(Saved data entries)
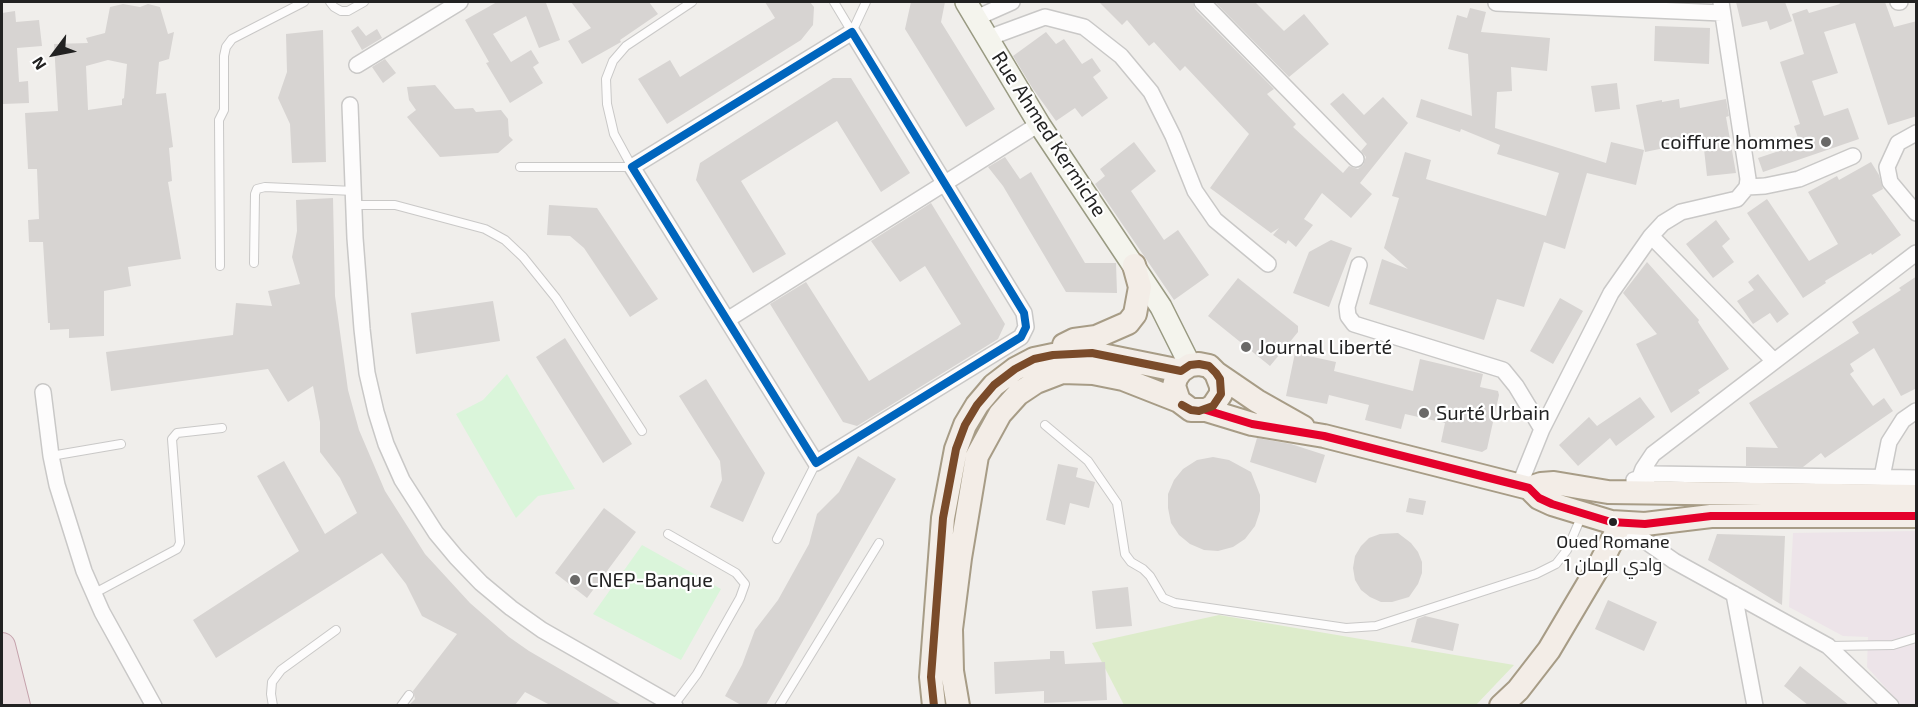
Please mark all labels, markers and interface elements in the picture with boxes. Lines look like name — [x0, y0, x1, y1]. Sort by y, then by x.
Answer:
north arrow — [24, 24, 84, 84]
street label: Rue Ahmed Kermiche — [987, 47, 1111, 221]
text: N — [27, 54, 49, 74]
place label: coiffure hommes — [1661, 130, 1814, 154]
marker: coiffure hommes — [1819, 135, 1833, 149]
place label: Journal Liberté — [1258, 335, 1392, 359]
marker: Journal Liberté — [1239, 340, 1253, 354]
place label: Surté Urbain — [1436, 401, 1550, 425]
marker: Surté Urbain — [1417, 406, 1431, 420]
marker: Oued Romane 1 وادي الرمان — [1607, 516, 1619, 528]
place label: Oued Romane 1 وادي الرمان — [1556, 531, 1670, 574]
place label: CNEP-Banque — [587, 568, 713, 592]
marker: CNEP-Banque — [568, 573, 582, 587]

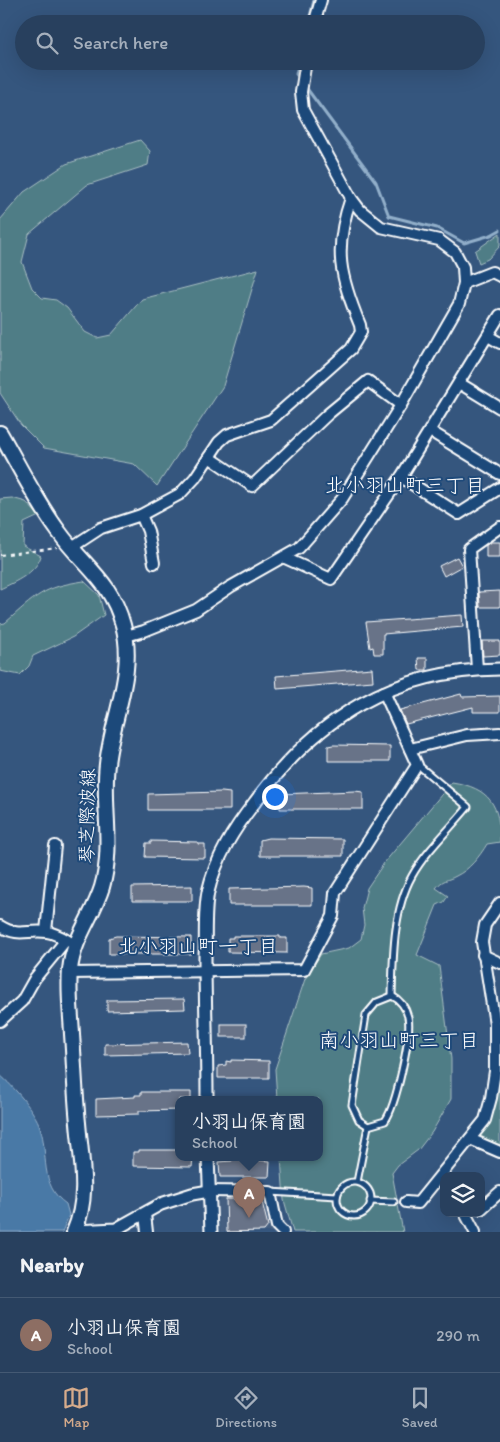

(What is required)
With the images excluded, all entries are to be given again exactly.

(Written solution)
Please mark all labels, markers and interface elements in the picture with boxes. Lines look like name — [x0, y0, x1, y1]. Sort by y, then by x.
Answer:
north arrow — [24, 24, 84, 84]
street label: Rue Ahmed Kermiche — [987, 47, 1111, 221]
text: N — [27, 54, 49, 74]
place label: coiffure hommes — [1661, 130, 1814, 154]
marker: coiffure hommes — [1819, 135, 1833, 149]
place label: Journal Liberté — [1258, 335, 1392, 359]
marker: Journal Liberté — [1239, 340, 1253, 354]
place label: Surté Urbain — [1436, 401, 1550, 425]
marker: Surté Urbain — [1417, 406, 1431, 420]
marker: Oued Romane 1 وادي الرمان — [1607, 516, 1619, 528]
place label: Oued Romane 1 وادي الرمان — [1556, 531, 1670, 574]
place label: CNEP-Banque — [587, 568, 713, 592]
marker: CNEP-Banque — [568, 573, 582, 587]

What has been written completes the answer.